# Dealing with Mud



## Rose- (Mar 14, 2016)

What kind of ground cover is suggested in the pen to keep from getting muddy? I don't want to gravel as I feel like it would be too hard on their hooves, but I'm not sure what else to try and figured you all have great solutions already.


----------



## Suzanne_Tyler (Jul 19, 2014)

We've tried leaves, straw and pine straw. Leaves blow away too easily, and if it rains right when you put them down it doesn't work. Straw gets soggy and gross immediately. Pine straw works really well, we just pick up the stuff under our pine trees and put it out. It makes a really nice carpet and doesn't clear away very fast. 

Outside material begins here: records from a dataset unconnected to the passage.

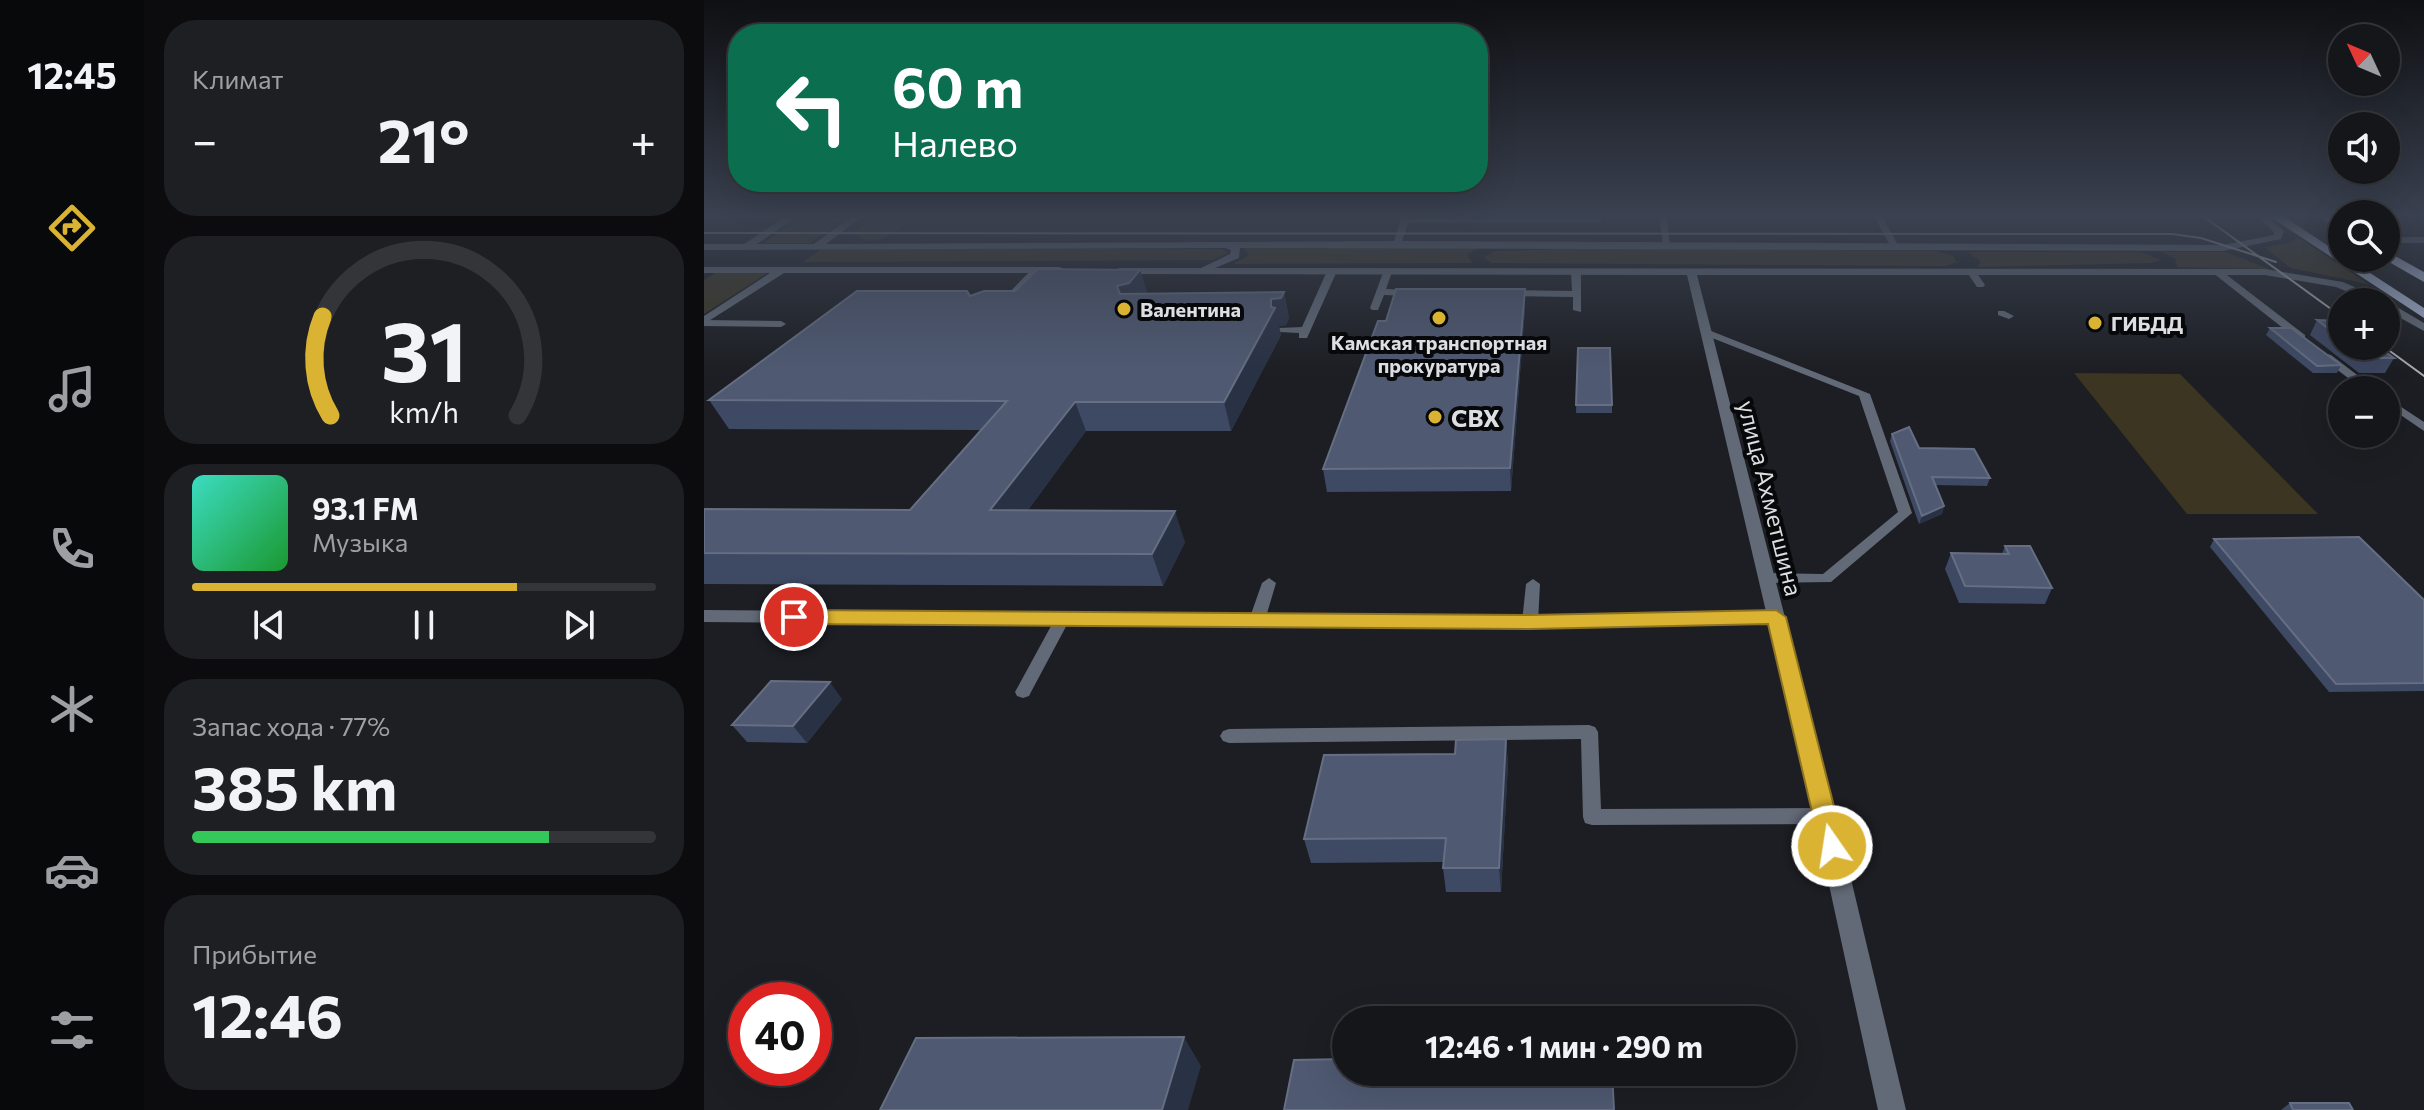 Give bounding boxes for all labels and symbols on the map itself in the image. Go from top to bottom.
north arrow [2328,24,2400,96]
place label: Валентина [1140,297,1241,321]
marker: Валентина [1115,300,1133,318]
marker: Камская транспортная прокуратура [1430,309,1448,327]
place label: ГИБДД [2111,311,2183,335]
marker: ГИБДД [2086,314,2104,332]
place label: Камская транспортная прокуратура [1331,330,1547,377]
street label: улица Ахметшина [1733,397,1809,599]
place label: СВХ [1451,403,1500,432]
marker: СВХ [1426,408,1444,426]
pin [760,583,828,651]
position arrow [1790,804,1874,888]
speed limit sign: 40 [728,982,832,1086]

Were you thinking something permanent or temporary?


----------



## Jessica84 (Oct 27, 2011)

Sand might work well. But that depends if you want to put that much money into it. For the most part I do nothing but the goats also have another pen they can go out to if they wish that is nice and grassy. If there's a spot that is really bad I'll get their used bedding or if they have any wasted hay and put there but it's areas like by the water trough or one area that I had to walk threw that would go up to my ankle.


----------



## ShireRidgeFarm (Sep 24, 2015)

My does live in a horse stall and it has a rubber stall mat over a bed of gravel. I think a floor made out of patio bricks or something of the like would work pretty well, too.


----------



## luvmyherd (Apr 9, 2011)

Right now we are just dealing with it. Thank goodness we are getting a break from the rain. The goats do not have it too bad and we make sure they get some pasture time every day to dry out. The chicken coop, on the other hand, got flooded over the weekend and is a mess to tromp through. Thank goodness they roost up high.
Sorry I do not have any real advice.


----------



## NyGoatMom (Jan 26, 2013)

I agree...we just deal with it...how I hate mud season! Especially before spring clean up ...yuck! Hoping our ground dries up before kidding.
I have some sand but it all gets yucky...the poop just piles up on top of the sand so it doesn't matter either way, dirt or sand.


----------



## goathiker (Apr 14, 2011)

My sacrifice pen needs some serious attention this year. What I'm planning to do is scrape all the loose mud off the top and roll in a couple pick up loads of bark dust. I'm also going to install gutters on my outbuildings to help control where the run off goes.


----------



## Greybird (May 14, 2014)

I dug shallow trenches along the edge of the fence to try to keep the river of runoff from completely covering their main paddock area but I think some of it is still managing to seep under their shelter. I also built a raised walkway using some heavy wooden beams on cement blocks so that they can cross the worst part of the mud without wading in it. 
And the rain keeps coming down . . . 
I have some used 8x16 patio blocks and I'm deciding whether I should give them to the goats or the chickens, or maybe divide them between the two groups. 
I'm afraid they might just sink into the mud and vanish in the goat's paddock, but maybe they will leave some firmer areas even if they go below the surface.
I don't know . . . I am SO sick of the rain and mud.


----------



## luvmyherd (Apr 9, 2011)

As a Californian who has dealt with drought for so many years I am really trying not to complain. When I pulled out my mud boots I realized I have not used them for 3 years! I got kind of spoiled but, of course, we need the water. We had to muck out the barn yesterday and what a soggy mess it was. What with moms and babies spending a lot of time inside.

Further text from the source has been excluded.